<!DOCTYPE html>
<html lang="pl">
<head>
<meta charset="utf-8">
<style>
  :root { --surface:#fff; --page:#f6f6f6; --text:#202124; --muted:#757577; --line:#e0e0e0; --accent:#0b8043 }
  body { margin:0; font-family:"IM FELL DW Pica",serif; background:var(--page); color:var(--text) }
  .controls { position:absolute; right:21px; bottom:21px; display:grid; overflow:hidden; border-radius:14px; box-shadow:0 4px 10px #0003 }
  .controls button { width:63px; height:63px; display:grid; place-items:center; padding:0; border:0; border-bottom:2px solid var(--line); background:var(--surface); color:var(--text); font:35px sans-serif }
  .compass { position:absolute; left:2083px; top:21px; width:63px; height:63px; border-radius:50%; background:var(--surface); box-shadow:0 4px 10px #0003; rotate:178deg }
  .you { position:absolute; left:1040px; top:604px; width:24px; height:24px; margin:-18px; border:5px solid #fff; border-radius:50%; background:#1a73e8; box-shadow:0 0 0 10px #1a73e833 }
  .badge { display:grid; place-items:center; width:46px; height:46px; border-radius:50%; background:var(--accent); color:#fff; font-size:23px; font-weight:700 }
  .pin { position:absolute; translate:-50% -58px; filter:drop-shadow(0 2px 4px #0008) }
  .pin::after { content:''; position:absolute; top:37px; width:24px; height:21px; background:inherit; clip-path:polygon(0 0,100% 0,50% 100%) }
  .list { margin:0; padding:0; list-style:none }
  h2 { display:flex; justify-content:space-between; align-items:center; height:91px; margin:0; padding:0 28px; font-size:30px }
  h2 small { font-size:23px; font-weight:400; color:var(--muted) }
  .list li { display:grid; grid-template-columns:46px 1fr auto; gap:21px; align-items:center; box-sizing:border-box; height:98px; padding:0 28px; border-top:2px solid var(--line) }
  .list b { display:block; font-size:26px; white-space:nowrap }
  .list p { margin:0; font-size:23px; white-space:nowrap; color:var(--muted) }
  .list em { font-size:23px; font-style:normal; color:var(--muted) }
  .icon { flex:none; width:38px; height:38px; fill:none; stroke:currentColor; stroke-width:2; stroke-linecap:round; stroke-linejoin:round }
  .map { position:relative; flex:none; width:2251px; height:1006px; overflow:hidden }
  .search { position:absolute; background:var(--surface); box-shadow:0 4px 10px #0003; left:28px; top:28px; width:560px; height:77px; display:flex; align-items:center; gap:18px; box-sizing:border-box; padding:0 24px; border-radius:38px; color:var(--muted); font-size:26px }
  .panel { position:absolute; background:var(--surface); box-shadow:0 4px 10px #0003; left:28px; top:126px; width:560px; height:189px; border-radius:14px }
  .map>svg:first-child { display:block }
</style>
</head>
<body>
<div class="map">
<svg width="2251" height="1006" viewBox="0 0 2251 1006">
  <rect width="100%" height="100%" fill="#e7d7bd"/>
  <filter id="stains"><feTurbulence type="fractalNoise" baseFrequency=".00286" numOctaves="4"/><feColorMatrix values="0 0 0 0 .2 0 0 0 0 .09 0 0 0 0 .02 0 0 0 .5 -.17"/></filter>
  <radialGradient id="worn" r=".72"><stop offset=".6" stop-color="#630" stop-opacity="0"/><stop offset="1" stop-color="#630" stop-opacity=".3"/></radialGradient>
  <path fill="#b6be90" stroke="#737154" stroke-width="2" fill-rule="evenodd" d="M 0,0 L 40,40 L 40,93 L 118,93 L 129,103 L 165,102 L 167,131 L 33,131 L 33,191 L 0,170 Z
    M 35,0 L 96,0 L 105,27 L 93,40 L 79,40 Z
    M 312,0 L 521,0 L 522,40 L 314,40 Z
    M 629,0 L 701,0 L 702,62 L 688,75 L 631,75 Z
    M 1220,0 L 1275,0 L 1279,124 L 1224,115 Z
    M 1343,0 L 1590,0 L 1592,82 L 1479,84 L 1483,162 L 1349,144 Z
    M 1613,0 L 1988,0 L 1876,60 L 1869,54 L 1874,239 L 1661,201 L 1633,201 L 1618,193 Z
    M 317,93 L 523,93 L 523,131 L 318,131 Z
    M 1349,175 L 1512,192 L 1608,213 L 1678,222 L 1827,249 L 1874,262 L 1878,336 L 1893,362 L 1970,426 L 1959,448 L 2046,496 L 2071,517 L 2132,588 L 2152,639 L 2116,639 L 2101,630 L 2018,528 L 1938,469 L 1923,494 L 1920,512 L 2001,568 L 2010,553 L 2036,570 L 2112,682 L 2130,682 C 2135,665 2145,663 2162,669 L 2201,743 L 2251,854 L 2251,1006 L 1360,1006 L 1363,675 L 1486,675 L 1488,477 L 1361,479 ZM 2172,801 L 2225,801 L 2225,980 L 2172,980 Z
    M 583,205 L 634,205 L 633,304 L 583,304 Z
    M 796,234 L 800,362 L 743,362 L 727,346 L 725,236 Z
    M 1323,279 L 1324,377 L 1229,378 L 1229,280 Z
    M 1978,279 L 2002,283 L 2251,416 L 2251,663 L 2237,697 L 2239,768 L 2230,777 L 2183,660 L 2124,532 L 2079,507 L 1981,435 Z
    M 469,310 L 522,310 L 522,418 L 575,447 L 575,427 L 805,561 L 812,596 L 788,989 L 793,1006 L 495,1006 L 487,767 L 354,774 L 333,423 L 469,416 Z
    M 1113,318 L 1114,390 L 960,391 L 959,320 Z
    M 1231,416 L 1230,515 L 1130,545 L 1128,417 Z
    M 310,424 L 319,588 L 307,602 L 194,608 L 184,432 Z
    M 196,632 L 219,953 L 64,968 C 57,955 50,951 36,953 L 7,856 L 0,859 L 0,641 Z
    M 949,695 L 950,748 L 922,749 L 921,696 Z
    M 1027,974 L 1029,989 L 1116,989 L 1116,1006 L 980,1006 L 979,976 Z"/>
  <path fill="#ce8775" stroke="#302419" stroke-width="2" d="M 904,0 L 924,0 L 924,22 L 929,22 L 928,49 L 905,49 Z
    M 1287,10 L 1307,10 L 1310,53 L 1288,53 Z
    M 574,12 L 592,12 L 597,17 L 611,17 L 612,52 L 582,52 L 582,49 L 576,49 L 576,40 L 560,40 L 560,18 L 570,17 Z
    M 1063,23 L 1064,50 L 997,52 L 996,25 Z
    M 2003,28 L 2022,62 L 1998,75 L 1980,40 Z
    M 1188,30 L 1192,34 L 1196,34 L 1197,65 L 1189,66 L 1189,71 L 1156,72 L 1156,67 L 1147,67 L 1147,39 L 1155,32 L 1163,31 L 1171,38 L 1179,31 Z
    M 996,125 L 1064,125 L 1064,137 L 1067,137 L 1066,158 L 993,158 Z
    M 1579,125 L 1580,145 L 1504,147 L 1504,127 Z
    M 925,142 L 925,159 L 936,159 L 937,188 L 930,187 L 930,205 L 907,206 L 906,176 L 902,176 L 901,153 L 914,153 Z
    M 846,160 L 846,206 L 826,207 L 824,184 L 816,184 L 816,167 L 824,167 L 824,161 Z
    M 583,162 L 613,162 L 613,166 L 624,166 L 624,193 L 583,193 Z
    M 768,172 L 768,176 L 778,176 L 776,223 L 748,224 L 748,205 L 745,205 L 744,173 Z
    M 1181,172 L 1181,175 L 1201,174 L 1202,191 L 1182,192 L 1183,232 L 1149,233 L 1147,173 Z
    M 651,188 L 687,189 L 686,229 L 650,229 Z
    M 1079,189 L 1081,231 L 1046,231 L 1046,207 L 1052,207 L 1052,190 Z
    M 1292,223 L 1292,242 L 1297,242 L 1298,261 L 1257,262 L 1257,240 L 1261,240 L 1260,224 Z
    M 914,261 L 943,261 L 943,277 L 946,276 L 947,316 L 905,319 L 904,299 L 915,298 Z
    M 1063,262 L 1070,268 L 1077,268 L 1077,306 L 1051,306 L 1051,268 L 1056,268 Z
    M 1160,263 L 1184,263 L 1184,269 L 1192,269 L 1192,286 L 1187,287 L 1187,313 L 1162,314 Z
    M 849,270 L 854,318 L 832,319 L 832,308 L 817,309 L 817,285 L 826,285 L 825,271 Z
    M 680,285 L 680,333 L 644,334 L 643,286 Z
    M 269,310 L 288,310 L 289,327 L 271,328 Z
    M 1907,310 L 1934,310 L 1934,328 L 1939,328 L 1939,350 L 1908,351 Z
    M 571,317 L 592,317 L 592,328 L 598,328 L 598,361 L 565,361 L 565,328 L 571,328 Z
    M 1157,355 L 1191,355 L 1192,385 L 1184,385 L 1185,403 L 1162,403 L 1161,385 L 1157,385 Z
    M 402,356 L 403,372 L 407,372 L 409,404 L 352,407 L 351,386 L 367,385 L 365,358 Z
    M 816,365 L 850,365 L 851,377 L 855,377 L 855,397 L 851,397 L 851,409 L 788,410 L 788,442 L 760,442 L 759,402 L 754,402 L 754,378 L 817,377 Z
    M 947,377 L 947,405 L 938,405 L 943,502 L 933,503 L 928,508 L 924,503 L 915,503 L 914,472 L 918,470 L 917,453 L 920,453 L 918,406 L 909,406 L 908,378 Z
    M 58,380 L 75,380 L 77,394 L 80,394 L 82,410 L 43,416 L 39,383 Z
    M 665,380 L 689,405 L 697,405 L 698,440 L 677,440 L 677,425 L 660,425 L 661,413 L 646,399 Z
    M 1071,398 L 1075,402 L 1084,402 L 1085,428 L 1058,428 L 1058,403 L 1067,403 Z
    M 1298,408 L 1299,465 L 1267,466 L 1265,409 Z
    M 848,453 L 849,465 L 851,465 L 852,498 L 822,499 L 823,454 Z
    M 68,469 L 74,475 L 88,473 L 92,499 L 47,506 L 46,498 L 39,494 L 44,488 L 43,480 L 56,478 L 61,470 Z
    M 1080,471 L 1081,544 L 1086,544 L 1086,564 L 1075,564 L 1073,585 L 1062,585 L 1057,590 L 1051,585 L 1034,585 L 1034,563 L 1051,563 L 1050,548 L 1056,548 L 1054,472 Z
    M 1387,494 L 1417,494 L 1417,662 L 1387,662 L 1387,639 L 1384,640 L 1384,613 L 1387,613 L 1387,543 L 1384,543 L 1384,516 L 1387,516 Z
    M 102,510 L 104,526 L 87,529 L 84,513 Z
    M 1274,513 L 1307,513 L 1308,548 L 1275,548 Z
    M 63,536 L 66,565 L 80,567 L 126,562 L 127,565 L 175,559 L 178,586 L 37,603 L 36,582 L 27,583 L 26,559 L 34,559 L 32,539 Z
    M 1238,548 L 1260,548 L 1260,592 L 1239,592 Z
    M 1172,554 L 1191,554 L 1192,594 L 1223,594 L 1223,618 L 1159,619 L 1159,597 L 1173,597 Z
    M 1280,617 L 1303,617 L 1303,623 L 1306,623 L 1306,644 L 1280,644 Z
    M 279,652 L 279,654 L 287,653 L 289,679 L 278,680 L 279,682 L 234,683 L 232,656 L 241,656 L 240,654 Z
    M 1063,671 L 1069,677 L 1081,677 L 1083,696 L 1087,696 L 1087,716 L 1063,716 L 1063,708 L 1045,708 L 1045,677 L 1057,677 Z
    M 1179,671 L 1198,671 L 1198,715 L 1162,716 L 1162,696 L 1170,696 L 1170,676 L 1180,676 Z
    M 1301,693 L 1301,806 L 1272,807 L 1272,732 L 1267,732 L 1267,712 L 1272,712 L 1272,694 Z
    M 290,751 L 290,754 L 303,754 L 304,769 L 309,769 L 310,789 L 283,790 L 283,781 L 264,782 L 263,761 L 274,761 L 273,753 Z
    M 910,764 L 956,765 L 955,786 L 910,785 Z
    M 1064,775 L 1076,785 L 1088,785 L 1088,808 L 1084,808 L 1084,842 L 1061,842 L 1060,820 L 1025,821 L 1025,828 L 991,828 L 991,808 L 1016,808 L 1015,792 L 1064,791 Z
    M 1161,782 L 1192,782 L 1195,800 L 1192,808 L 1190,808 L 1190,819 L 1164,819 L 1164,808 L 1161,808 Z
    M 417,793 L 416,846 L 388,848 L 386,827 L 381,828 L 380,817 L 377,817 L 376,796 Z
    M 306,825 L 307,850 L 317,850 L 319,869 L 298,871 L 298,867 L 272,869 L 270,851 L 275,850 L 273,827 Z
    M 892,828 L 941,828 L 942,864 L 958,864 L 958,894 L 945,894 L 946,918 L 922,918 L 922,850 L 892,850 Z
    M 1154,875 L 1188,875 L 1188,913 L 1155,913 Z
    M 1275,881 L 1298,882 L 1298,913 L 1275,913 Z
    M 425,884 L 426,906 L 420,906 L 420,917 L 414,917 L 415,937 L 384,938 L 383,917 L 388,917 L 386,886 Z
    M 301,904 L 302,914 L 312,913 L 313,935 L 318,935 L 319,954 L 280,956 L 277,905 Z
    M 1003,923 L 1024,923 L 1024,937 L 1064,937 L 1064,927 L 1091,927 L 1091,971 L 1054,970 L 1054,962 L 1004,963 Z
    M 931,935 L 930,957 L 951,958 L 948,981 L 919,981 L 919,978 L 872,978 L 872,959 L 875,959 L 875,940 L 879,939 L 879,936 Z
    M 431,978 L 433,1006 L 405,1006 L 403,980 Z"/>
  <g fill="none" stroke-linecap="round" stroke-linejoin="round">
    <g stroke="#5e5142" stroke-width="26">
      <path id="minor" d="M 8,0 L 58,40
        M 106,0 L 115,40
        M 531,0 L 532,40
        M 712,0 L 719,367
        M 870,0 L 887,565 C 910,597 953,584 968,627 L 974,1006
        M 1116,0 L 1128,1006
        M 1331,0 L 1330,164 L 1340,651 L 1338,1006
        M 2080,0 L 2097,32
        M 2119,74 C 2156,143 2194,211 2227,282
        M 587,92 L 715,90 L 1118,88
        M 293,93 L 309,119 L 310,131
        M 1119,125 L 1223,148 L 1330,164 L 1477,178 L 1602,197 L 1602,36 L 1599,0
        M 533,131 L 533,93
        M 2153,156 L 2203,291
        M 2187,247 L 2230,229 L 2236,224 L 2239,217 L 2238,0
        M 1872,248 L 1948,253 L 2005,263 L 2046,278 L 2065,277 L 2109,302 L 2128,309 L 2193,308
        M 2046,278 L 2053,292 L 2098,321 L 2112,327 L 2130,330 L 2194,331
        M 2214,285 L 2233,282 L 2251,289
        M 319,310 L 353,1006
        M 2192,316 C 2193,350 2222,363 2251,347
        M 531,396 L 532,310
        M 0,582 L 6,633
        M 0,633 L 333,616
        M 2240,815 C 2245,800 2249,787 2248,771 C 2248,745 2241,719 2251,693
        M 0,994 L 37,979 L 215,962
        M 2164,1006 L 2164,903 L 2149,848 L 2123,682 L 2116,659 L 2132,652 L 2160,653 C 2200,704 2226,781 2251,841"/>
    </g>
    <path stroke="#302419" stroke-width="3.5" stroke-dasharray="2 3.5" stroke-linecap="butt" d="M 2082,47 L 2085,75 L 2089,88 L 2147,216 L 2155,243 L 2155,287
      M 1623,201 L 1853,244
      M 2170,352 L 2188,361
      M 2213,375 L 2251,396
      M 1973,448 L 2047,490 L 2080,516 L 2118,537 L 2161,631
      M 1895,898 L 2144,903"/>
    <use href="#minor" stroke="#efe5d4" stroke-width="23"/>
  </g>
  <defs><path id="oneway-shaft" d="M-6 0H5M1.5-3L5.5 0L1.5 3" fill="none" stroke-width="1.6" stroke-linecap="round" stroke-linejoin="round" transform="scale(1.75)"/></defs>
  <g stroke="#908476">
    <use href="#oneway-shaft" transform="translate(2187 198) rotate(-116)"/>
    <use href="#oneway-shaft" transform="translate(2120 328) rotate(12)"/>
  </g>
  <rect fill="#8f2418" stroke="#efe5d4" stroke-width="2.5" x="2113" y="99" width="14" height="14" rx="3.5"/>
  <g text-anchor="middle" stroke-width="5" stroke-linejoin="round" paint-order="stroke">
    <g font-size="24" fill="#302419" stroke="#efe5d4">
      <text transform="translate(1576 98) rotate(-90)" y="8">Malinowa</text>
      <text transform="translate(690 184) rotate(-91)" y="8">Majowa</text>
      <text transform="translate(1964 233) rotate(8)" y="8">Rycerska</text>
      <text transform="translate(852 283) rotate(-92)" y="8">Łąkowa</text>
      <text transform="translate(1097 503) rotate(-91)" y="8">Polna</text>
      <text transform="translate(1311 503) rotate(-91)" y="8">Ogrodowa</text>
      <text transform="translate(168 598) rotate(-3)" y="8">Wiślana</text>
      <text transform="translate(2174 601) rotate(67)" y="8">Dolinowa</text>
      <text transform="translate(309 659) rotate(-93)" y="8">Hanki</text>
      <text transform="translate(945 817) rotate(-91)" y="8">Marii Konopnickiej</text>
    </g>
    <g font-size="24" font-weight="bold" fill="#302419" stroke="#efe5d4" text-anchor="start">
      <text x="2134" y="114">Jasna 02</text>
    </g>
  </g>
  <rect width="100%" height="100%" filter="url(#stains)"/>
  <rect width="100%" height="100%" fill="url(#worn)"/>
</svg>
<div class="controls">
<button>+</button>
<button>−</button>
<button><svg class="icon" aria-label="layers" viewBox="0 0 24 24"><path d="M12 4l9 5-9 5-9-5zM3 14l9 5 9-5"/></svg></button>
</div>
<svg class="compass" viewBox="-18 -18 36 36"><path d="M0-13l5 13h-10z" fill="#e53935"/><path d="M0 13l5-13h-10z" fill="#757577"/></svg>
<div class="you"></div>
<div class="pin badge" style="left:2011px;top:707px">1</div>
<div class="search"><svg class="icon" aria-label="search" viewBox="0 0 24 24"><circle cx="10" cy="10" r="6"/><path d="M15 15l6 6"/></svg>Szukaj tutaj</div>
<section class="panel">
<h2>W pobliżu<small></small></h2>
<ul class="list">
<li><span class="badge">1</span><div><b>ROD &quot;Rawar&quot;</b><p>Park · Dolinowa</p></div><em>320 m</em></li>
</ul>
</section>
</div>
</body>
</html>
##########
▶ Exercise brief
Gather, from the listing above, every line carrying the word "page".

▶ Reply
  :root { --surface:#fff; --page:#f6f6f6; --text:#202124; --muted:#757577; --line:#e0e0e0; --accent:#0b8043 }
  body { margin:0; font-family:"IM FELL DW Pica",serif; background:var(--page); color:var(--text) }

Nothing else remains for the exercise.